Exercise inputs:
+ + + + +

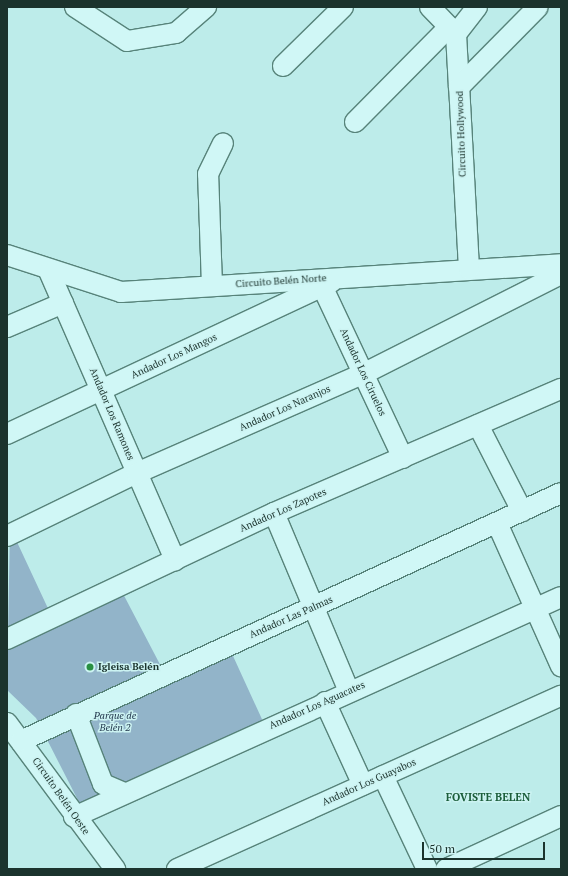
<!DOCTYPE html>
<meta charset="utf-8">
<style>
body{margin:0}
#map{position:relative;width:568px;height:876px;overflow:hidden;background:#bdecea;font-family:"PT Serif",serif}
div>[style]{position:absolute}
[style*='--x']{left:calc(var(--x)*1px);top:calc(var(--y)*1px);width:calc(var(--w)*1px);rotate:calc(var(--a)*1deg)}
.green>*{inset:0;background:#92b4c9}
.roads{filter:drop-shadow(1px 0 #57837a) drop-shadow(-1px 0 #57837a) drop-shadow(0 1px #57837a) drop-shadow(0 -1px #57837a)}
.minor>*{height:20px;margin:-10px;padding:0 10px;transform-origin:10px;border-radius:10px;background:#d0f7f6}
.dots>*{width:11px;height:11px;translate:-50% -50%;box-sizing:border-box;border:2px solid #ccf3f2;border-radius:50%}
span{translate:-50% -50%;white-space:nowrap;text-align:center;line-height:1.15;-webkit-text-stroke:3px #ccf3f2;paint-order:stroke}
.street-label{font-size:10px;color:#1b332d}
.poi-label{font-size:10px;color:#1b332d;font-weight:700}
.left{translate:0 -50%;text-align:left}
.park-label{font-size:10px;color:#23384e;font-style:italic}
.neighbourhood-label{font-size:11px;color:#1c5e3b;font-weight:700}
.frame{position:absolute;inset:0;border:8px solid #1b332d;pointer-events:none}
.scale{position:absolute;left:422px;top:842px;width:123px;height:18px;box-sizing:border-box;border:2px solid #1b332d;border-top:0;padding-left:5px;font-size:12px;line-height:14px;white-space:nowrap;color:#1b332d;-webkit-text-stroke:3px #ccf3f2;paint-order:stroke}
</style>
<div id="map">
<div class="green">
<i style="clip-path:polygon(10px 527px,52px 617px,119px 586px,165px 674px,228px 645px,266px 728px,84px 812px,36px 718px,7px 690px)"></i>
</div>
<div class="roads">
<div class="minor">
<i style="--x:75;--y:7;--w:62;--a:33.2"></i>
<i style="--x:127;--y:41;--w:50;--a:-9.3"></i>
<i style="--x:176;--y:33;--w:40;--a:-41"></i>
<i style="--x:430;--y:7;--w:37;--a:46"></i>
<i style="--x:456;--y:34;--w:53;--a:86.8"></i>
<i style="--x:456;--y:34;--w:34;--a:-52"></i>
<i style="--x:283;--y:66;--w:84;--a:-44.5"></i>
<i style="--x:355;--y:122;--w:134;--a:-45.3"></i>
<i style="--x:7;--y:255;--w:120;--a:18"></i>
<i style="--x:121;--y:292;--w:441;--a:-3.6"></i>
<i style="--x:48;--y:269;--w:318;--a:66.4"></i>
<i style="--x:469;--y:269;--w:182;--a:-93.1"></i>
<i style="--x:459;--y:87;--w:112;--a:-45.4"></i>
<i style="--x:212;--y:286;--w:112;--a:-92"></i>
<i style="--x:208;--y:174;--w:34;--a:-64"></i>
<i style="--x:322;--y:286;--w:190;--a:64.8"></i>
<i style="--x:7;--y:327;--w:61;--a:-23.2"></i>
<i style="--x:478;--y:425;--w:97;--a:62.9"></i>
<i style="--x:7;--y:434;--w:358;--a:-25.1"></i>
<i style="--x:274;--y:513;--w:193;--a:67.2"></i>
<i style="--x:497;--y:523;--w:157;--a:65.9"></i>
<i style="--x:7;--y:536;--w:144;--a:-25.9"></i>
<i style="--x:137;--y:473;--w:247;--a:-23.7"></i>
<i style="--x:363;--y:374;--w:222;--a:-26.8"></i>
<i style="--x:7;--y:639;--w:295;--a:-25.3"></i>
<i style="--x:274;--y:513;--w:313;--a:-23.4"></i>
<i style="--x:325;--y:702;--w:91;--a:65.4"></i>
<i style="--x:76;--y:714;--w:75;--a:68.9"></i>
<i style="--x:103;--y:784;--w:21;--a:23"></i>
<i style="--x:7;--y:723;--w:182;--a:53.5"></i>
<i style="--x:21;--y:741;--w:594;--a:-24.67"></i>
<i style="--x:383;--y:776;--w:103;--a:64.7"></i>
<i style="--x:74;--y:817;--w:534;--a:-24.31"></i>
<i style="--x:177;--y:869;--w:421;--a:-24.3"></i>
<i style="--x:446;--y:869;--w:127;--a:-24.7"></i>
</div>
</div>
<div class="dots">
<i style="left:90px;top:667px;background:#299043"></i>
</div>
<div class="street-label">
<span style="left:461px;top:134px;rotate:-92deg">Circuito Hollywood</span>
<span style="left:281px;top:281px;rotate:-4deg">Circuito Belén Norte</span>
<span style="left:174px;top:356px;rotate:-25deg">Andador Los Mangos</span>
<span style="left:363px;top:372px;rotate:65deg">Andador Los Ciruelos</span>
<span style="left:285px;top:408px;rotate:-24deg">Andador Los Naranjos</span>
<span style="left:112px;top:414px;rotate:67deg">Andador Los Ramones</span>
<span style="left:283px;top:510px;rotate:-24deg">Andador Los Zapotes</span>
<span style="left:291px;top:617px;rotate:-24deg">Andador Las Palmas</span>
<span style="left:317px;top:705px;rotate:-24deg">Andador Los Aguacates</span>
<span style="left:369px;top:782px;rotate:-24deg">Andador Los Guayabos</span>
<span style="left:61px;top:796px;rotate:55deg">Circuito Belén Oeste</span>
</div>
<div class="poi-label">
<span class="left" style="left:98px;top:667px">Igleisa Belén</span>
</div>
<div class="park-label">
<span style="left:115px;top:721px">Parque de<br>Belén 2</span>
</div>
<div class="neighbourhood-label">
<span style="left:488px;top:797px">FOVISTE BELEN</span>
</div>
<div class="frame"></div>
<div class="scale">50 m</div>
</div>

+ + + + +

Task to carry out:
Give the number of lines in the listing that hold the word "roads", with no other words.

Task solution:
2